How would I like to evolve the core gameplay mechanisms of Civ in new directions ? Here are a couple of notions I have been kicking around:

- Corruption happens; it causes loss of trade. Waste happens; it causes loss of production. Poor health happens; it causes loss of food. Each of them can be addressed by a different set of improvements and/or other mechanisms - though possibly with some overlap.

- Rather than the Civ 4 broad range of terrain improvements, add depth to improvements, as Civ 2 started to with irrigation and farming. Make it so that if one can irrigate a square near the beginning, one can "irrigate" it again repeatedly as tech progresses to increase its output - with chemical fertilisers, say. And have the food output grow exponentially. Likewise with mining.

- I'd lobe to see a late game mechanism for expanding a city beyond a single square, and/or expanding the BFC by another square in all directions, but I've yet to see a proposal for that that feels to actually work. If nothing else, it would need a method to reabsorb smaller cities into large ones, which is much easier with settlers and workers that can be used to transfer population than with Civ 4-type settlers.
 
To me the core gameplay mechanic of Civ is the food/hammer/ shield output of tiles and the use of them in all areas of the game. This shouldn't change, I only propose to change how every city almost acts like its own nation. By being able to work every tile within national borders, and by allowing citys to exchange food/ shields and commerce with one other.
 
If a city doesn't have hills, it'll never be a great production city, or if it doesn't have flatland and rivers it will always struggle to grow.
this is not so. a workshop with all the bonuses on a plain will provide more hammers than a mine on a plain hill.

Without a BFC limiting what you can do, a lot more options open up.

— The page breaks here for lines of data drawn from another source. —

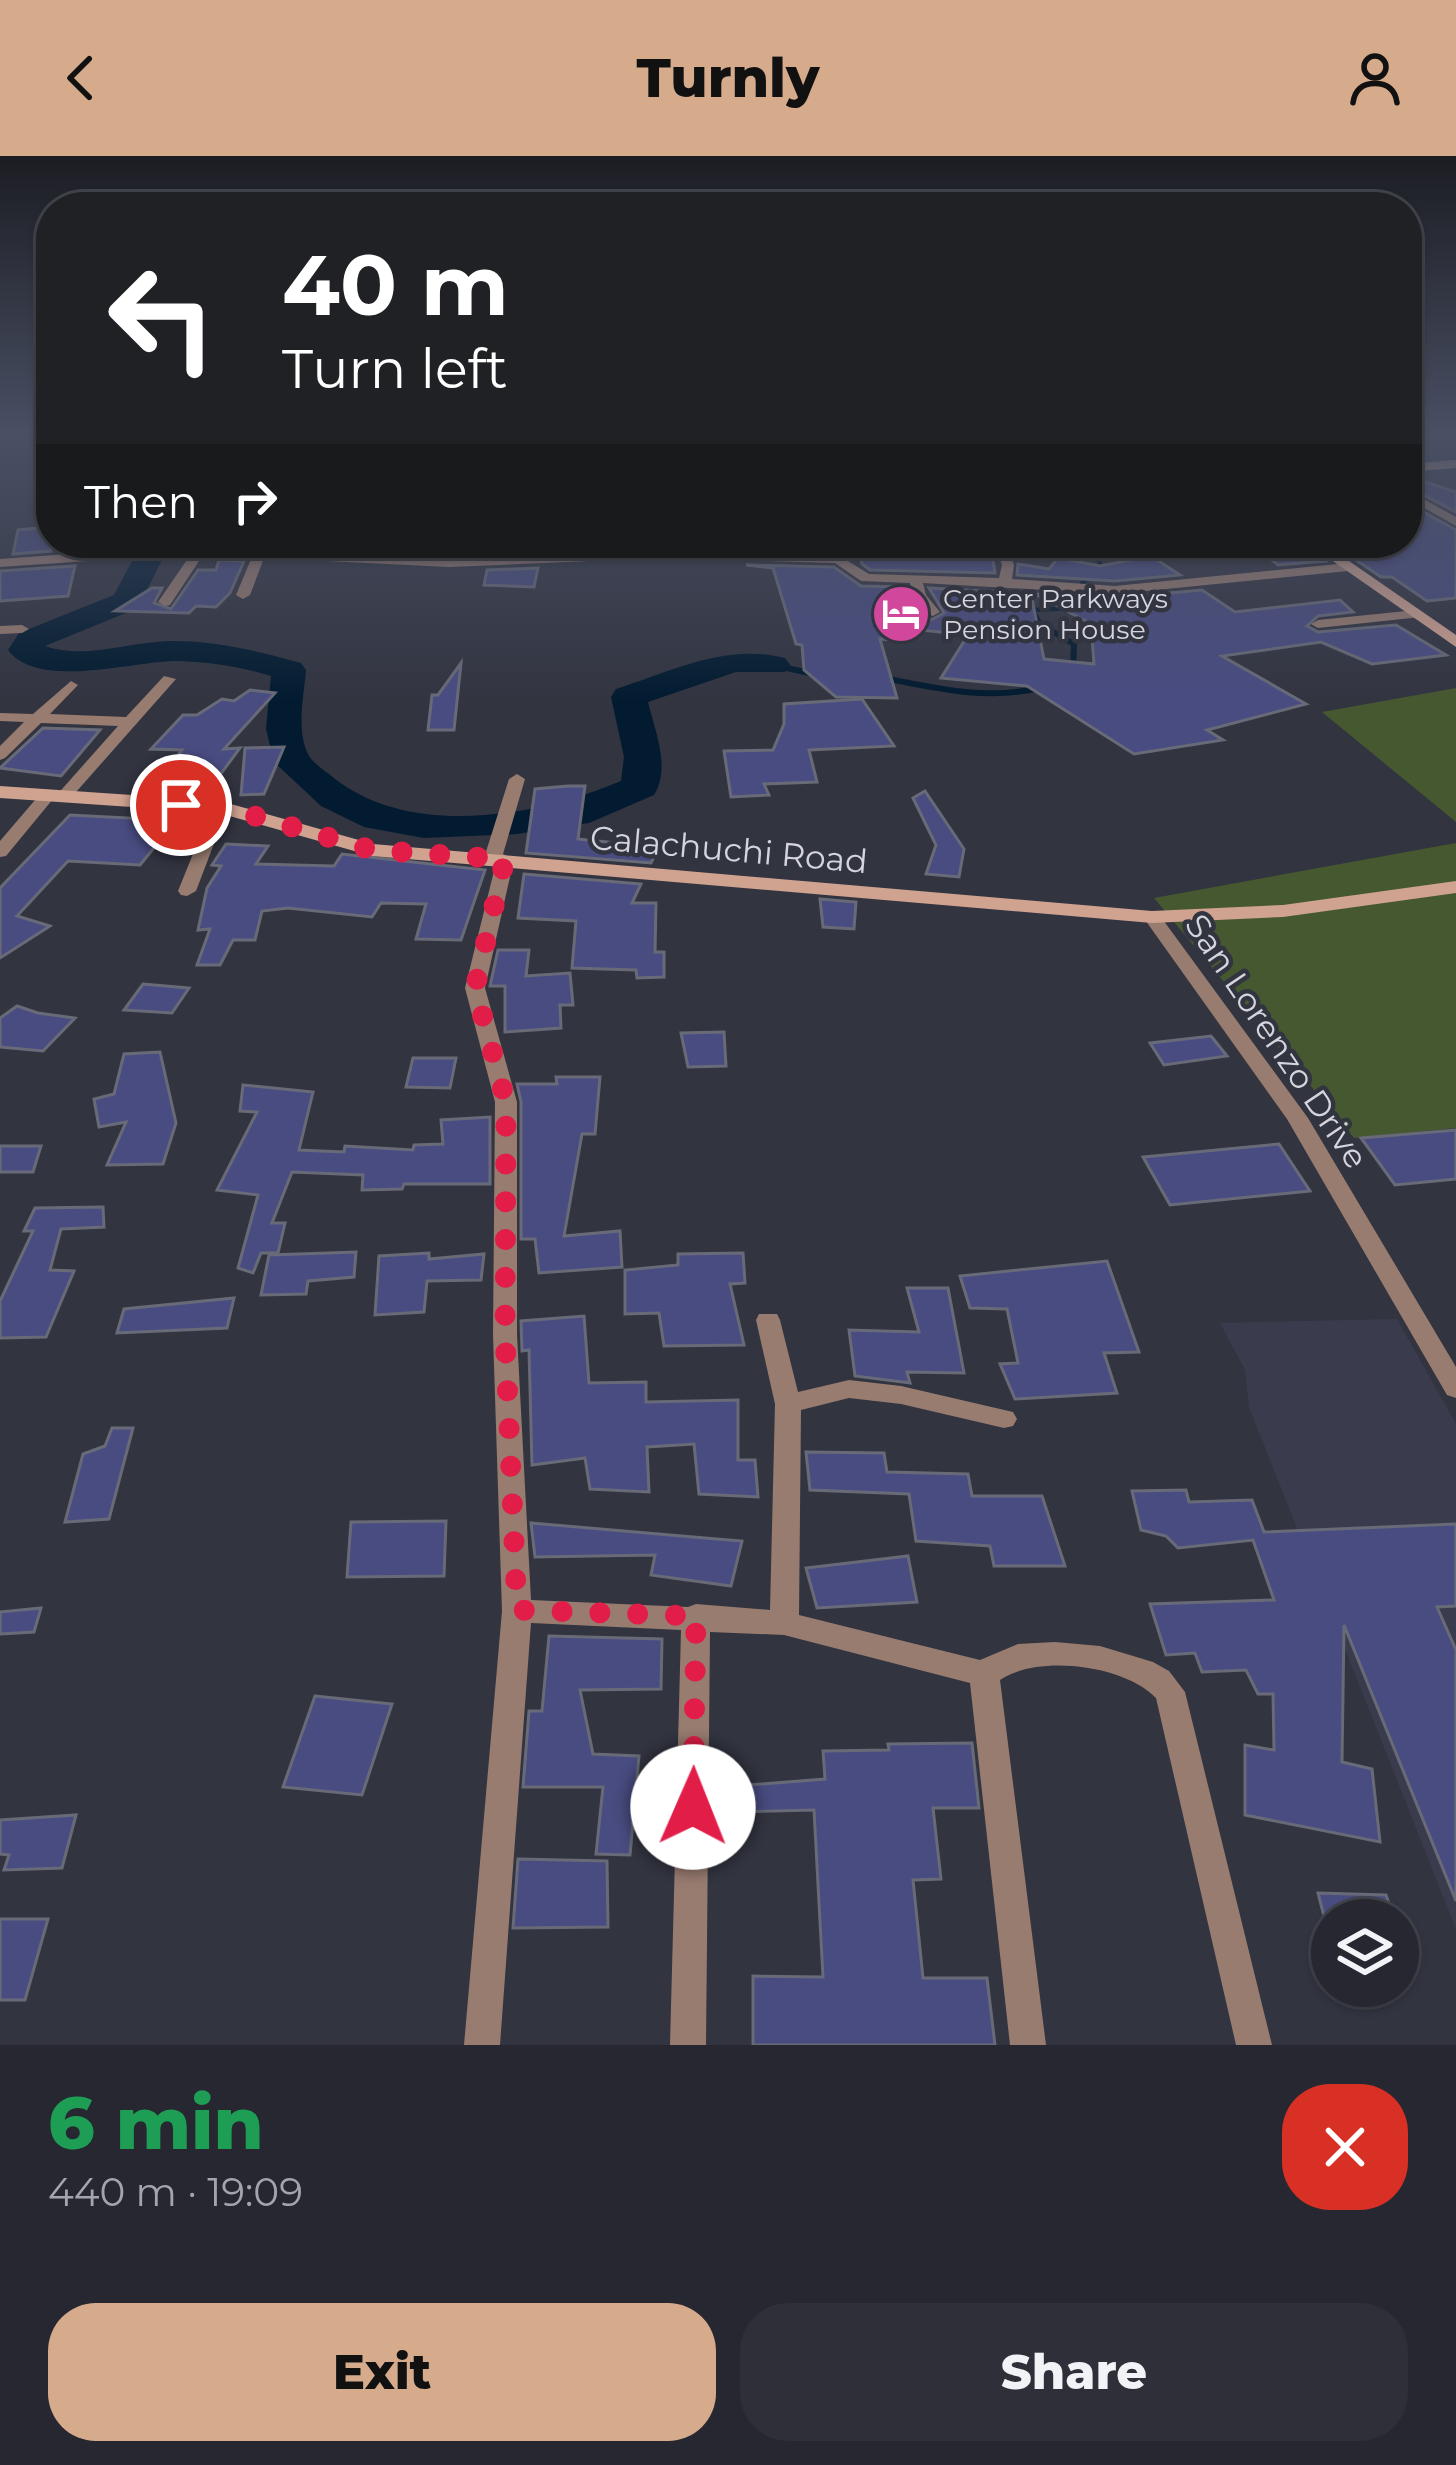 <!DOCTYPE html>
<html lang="en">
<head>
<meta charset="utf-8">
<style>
  body { margin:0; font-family:Montserrat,sans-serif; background:#2e2f38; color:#f1f3f6; height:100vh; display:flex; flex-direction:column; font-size:45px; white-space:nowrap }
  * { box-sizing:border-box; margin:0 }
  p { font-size:39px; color:#a4a5ab }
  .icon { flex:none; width:66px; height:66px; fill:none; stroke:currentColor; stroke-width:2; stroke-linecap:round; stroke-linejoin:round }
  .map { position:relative; height:1889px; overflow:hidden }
  .side { display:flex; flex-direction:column; background:#262730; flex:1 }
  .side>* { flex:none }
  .guide { position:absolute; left:36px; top:36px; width:1386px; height:366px; border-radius:48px; box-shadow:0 3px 9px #0004,0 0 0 3px #42444c; background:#202124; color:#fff; overflow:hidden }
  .fabs { position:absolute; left:1311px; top:1743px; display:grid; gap:24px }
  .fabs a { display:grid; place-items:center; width:108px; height:108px; border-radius:50%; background:#262730; box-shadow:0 3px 9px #0004,0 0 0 3px #42444c; font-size:60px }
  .pin { position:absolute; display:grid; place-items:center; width:102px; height:102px; color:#fff; margin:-51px; border:6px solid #fff; border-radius:50%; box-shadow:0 3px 12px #0007 }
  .me { position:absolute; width:132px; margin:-66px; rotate:1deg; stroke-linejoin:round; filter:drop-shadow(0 0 9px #0008) }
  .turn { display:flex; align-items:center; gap:42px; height:252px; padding:0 48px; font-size:54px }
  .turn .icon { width:156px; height:156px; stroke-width:2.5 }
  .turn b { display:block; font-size:84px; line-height:102px }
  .then { display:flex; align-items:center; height:114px; padding:0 48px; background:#0003; gap:24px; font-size:45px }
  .round { display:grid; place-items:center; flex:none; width:126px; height:126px; border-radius:48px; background:#2e2f38 }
  .headline { display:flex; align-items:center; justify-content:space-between; height:204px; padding:0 48px }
  h1 { font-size:72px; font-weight:800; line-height:90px; color:#1e9e55 }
  .cta { display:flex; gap:24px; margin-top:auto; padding:24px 48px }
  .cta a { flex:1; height:138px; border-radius:48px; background:#d6ab8b; color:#111; font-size:48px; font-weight:800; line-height:138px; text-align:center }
  .cta a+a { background:#2e2f38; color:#f1f3f6 }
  header { display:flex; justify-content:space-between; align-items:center; height:156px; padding:0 48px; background:#d6ab8b; color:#111; font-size:54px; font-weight:800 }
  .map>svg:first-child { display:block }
</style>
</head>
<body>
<header><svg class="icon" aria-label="back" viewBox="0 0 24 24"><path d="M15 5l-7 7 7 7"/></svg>Turnly<svg class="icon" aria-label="person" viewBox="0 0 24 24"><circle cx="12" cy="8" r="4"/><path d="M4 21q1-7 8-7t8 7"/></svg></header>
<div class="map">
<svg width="1456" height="1889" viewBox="0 0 1456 1889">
  <rect width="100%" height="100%" fill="#323440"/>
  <polygon fill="#3a3c4e" points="1397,1163 1456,1268 1456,1773 1249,1251 1245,1214 1220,1167"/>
  <g fill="#465830">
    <polygon points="1456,532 1456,666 1322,556"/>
    <polygon points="1456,687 1456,972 1354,982 1154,742"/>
  </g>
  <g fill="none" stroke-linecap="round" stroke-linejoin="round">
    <g stroke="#021b30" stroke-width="4.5">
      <polyline points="1082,427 1101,414 1096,387"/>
      <polyline points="1041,469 1033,454 1071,452"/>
    </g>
    <g stroke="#021b30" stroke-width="6">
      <polyline points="1036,466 1074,488 1073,514"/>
      <polyline points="773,509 819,519"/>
      <path d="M 884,522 C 938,533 990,545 1044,531"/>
    </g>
    <path fill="#021b30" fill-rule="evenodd" d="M 150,389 L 165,398 L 138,452 L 45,490 C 83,504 129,486 169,485 C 214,484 258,495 301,507 L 306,514 C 304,540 296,573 308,598 C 313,608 326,615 335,623 C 413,683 538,660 621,625 L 624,601 L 611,541 L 616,533 C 672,515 726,487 785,502 L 790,509 L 785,516 L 736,516 L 648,546 C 655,575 671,612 654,639 L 589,667 L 517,678 L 424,682 L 364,671 L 321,650 L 274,606 L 266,573 L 271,520 C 241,511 210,506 179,505 C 135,504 39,535 8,494 L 19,477 L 114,439 L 139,392 Z"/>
  </g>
  <g fill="#494c81" stroke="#686a78" stroke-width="3">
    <polygon points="1407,320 1456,336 1456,356 1407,330"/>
    <polygon points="1407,347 1456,374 1456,442 1427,445 1392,421 1381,421 1331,387 1407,387"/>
    <polygon points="51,371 51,395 13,398 18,374"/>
    <polygon points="896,387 990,387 995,417 870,414 862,408 859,395 902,395"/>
    <polygon points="1251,387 1303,387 1325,405 1278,409"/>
    <polygon points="1151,400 1180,419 1115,425 1017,419 1018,408 1049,413 1058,402 1100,410"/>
    <polygon points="219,404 244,405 230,437 216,451 196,450 189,457 115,455 152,432 162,432 154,447 171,453 198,414 216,414"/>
    <polygon points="746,409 834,411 861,430 907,431 917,453 931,464 944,457 929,432 1031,438 1044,503 1094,508 1091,468 1035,438 1115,442 1202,434 1235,456 1340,444 1353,456 1318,460 1307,470 1318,476 1396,469 1446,499 1372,508 1321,486 1222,500 1306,548 1207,574 1223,584 1134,598 1027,530 941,522 968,479 912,473 907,485 880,483 897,542 836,541 804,514 802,489 796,488 773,412"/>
    <polygon points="75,410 68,440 0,445 0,415"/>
    <polygon points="538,412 534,431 484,429 487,414"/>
    <polygon points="461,507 454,574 428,574 432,539 438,539"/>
    <polygon points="250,534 275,537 224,593 240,592 205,639 149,636 182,594 151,593 183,559 197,559 222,543 234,545"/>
    <polygon points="862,543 894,590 809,594 817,626 764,628 769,639 731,641 724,595 773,594 784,568 784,548"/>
    <polygon points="43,572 100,574 61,620 0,612"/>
    <polygon points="284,591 264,638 241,639 245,592"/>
    <polygon points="568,630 585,630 578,683 617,687 620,681 663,683 651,707 526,697 535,633"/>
    <polygon points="925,635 964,693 959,721 926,718 936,689 913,642"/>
    <polygon points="147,657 190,660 178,676 167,676 140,709 68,705 17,760 50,770 0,802 0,732 70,659 147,663"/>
    <polygon points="226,688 268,690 256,708 334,710 342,698 485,714 461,784 416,783 426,748 381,747 372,761 288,752 262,755 255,784 233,784 220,809 197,809 210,773 198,774 207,732 221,710 212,709"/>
    <polygon points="524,718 641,728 632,747 656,747 655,796 664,796 664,821 637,822 636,814 572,812 576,765 518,762"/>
    <polygon points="820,743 856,746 854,773 823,771"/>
    <polygon points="498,794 529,794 526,820 570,817 573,849 560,849 561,872 505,876 505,830 490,830"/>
    <polygon points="143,828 189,832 172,857 124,854"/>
    <polygon points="17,850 38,857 75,862 43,895 0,891 0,862"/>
    <polygon points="724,876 726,910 688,911 681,877"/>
    <polygon points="1211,880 1227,900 1164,909 1150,887"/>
    <polygon points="160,896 176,967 163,1008 107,1009 126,966 99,971 94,943 114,938 124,898"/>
    <polygon points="413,902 456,902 450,932 406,931"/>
    <polygon points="556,921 600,921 595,978 582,978 564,1080 620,1075 622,1111 539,1117 535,1083 521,1083 521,946 517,928 557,928"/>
    <polygon points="243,929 313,936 299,994 344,996 345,990 413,994 414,989 443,988 441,964 490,961 490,1028 404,1028 402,1033 362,1034 363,1019 292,1016 272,1067 285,1067 278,1097 261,1097 253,1117 238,1112 258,1039 217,1034 257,956 240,955"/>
    <polygon points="1456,974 1456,1023 1395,1029 1361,982"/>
    <polygon points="1279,988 1310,1035 1170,1049 1143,1001"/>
    <polygon points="0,990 41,990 33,1016 0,1016"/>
    <polygon points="103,1051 104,1071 61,1073 50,1114 74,1115 46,1181 0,1182 0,1145 33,1075 24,1075 35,1052"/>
    <polygon points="356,1096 354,1121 308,1125 306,1138 261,1139 269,1099"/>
    <polygon points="429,1097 429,1103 484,1098 481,1124 427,1125 424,1156 375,1159 379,1100"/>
    <polygon points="743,1097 745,1127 730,1128 744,1189 664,1190 659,1157 625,1158 625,1114 678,1109 678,1098"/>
    <polygon points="1107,1105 1139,1196 1104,1197 1117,1237 1015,1243 1000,1208 1018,1207 1007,1153 970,1152 960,1120"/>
    <polygon points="907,1132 948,1132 964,1217 907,1216 910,1227 855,1220 849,1174 919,1176"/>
    <polygon points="234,1142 227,1172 117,1177 124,1153"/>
    <polygon points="584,1160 589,1227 646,1226 646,1246 738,1244 738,1304 755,1304 758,1341 699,1338 694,1288 647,1291 649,1336 590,1333 585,1302 532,1309 529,1194 522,1195 521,1165"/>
    <polygon points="112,1272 133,1272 109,1363 65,1366 83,1298 105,1290"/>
    <polygon points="806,1296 884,1297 887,1316 968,1318 972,1340 1042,1340 1065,1410 994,1410 990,1390 916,1385 909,1338 810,1334"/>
    <polygon points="1186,1334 1189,1346 1252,1344 1264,1376 1456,1368 1456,1450 1437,1451 1456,1494 1456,1745 1344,1469 1342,1606 1372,1613 1380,1686 1245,1659 1245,1589 1274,1594 1273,1538 1258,1538 1246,1514 1202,1516 1195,1497 1166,1499 1150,1448 1274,1444 1253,1384 1178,1392 1166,1380 1141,1374 1132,1335"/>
    <polygon points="446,1365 444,1420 347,1421 351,1366"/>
    <polygon points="531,1367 705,1382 742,1385 731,1430 651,1419 655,1399 535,1401"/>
    <polygon points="908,1400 917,1446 817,1452 806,1412"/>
    <polygon points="41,1452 34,1476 0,1478 0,1456"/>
    <polygon points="549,1480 662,1483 661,1533 580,1534 593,1598 639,1600 630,1699 596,1698 603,1631 523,1631 529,1555 542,1555"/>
    <polygon points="315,1540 392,1548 362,1639 283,1631"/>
    <polygon points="972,1587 979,1652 933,1652 941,1723 913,1724 923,1822 987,1822 995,1889 753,1889 753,1820 823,1821 814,1654 736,1656 735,1630 825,1623 823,1595 889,1594 888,1588"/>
    <polygon points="76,1659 62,1712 4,1714 9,1699 0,1698 0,1664"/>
    <polygon points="518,1703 607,1705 608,1771 513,1772"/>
    <polygon points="1318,1737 1386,1739 1395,1764 1325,1764"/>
    <polygon points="0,1763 48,1763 25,1844 0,1844"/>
  </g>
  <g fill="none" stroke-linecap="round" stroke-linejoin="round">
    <g fill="#987c70" fill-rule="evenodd">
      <polygon points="1407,334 1456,361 1456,370 1407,342"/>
      <path d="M 457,387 L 469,387 L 458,403 L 662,394 L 838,399 L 869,418 L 999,422 L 1002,409 L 994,387 L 1006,387 L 1014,409 L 1012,423 L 1115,430 L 1348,407 L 1354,411 L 1348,415 L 1115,438 L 923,427 L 926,439 L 940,456 L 933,460 C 920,455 914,439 910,427 L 861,425 L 835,407 L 662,402 L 449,411 L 264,402 L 250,439 L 243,443 L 236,439 L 252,401 L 203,399 L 170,449 L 165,450 L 158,446 L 191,398 L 0,411 L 0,403 L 180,390 L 445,403 Z"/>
      <polygon points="1416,454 1421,455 1421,461 1318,472 1311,468 1318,464"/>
      <polygon points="0,470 22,469 29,473 22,477 0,478"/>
      <polygon points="164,520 176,523 69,644 63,646 55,641 118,570 41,567 5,602 0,604 0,590 24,566 0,565 0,557 33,558 71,525 78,529 50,558 126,561"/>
      <path d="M 517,618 L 525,623 L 503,698 L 514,703 L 485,832 L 517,946 L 517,1179 L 531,1444 L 688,1451 L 696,1448 L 770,1454 L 775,1248 L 756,1164 L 759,1158 L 777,1158 L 780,1164 L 798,1236 L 849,1224 L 901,1230 L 1013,1256 L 1017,1263 L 1013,1270 L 1004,1272 L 901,1248 L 849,1242 L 801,1254 L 799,1459 L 980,1504 L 1018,1488 L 1055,1486 L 1100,1490 L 1153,1506 L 1169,1515 L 1185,1536 L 1272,1889 L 1236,1889 L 1156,1542 C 1124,1509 1038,1498 1000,1524 L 1046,1889 L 1010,1889 L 970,1527 L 784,1479 L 710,1476 L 706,1889 L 670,1889 L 681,1474 L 531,1467 L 500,1889 L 464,1889 L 502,1455 L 493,1179 L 495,946 L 465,832 L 496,707 L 484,702 L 509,623 Z"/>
      <polygon points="47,635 53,637 53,643 6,700 0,701 0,685 41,637"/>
      <polygon points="220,646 228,651 196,735 187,740 181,739 178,735 212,651"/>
      <polygon points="1152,756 1158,757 1308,962 1456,1211 1456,1242 1447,1239 1287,963 1143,761"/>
    </g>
    <g fill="#d0a391" fill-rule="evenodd">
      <polygon points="1456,304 1456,312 1407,316 1407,308"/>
      <polygon points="1307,387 1323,387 1456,479 1456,491"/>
      <polygon points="0,630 220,645 373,688 1152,755 1283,749 1456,725 1456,737 1283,761 1152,767 372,700 219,657 0,642"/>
    </g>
  </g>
  <linearGradient id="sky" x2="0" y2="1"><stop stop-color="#1c1d23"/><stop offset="0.51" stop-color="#495064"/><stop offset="1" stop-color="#495064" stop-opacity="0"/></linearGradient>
  <rect width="1456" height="546" fill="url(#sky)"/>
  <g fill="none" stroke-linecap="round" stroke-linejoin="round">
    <polyline stroke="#e11d48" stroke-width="21" stroke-dasharray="0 37.8" points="181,649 244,657 372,694 505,703 475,832 506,946 505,1179 517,1454 696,1460 693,1651"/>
  </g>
  <defs>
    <g id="hotel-disc" transform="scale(3)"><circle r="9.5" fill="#d1479c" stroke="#323440"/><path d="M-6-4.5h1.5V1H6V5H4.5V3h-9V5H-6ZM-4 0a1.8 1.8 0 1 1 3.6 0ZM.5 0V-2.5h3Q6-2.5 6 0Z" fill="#fff"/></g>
  </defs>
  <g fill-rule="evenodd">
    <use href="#hotel-disc" x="901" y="458"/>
  </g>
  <g text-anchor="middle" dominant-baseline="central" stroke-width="9" stroke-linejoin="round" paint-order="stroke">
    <g font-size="27" fill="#d4d5dd" stroke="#323440" text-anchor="start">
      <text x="943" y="442">Center Parkways<tspan x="943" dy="31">Pension House</tspan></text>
    </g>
    <g font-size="33" fill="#d4d5dd" stroke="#323440">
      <text transform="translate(729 693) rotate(5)">Calachuchi Road</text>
      <text transform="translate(1277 885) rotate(56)">San Lorenzo Drive</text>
    </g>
  </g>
</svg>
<div class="fabs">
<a><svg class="icon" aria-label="layers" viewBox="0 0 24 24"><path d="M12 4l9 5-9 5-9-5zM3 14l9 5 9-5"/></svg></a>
</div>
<div class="pin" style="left:181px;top:649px;background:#d93025"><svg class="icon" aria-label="arrive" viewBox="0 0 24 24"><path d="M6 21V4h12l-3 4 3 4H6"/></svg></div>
<svg class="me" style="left:693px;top:1651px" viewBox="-20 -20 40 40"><circle r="19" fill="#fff"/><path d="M0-13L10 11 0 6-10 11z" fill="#e11d48"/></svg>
<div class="guide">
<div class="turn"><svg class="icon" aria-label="left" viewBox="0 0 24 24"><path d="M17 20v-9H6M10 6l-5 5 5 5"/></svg><div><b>40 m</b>Turn left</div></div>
<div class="then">Then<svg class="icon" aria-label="right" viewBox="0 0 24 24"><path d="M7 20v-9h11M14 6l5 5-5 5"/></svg></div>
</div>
</div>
<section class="side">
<div class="headline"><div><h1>6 min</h1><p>440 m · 19:09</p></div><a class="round" style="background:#d93025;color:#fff"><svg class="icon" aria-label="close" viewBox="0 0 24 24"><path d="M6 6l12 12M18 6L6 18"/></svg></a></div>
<div class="cta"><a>Exit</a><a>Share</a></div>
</section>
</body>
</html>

You can have a city naturally rich with food, and use roads, mines and new "towns" to increase production, or you can use the same methods to increases food generation even more, and ship that food to other citys to increase population.
BFC is imho not limiting you. it forces you to make decisions.

Corruption happens; it causes loss of trade. Waste happens; it causes loss of production. Poor health happens; it causes loss of food. Each of them can be addressed by a different set of improvements and/or other mechanisms - though possibly with some overlap.
agree about corruption, waste, and health.

- Rather than the Civ 4 broad range of terrain improvements, add depth to improvements, as Civ 2 started to with irrigation and farming. Make it so that if one can irrigate a square near the beginning, one can "irrigate" it again repeatedly as tech progresses to increase its output - with chemical fertilisers, say.
agree

I'd lobe to see a late game mechanism for expanding a city beyond a single square, and/or expanding the BFC by another square in all directions, but I've yet to see a proposal for that that feels to actually work. If nothing else, it would need a method to reabsorb smaller cities into large ones, which is much easier with settlers and workers that can be used to transfer population than with Civ 4-type settlers.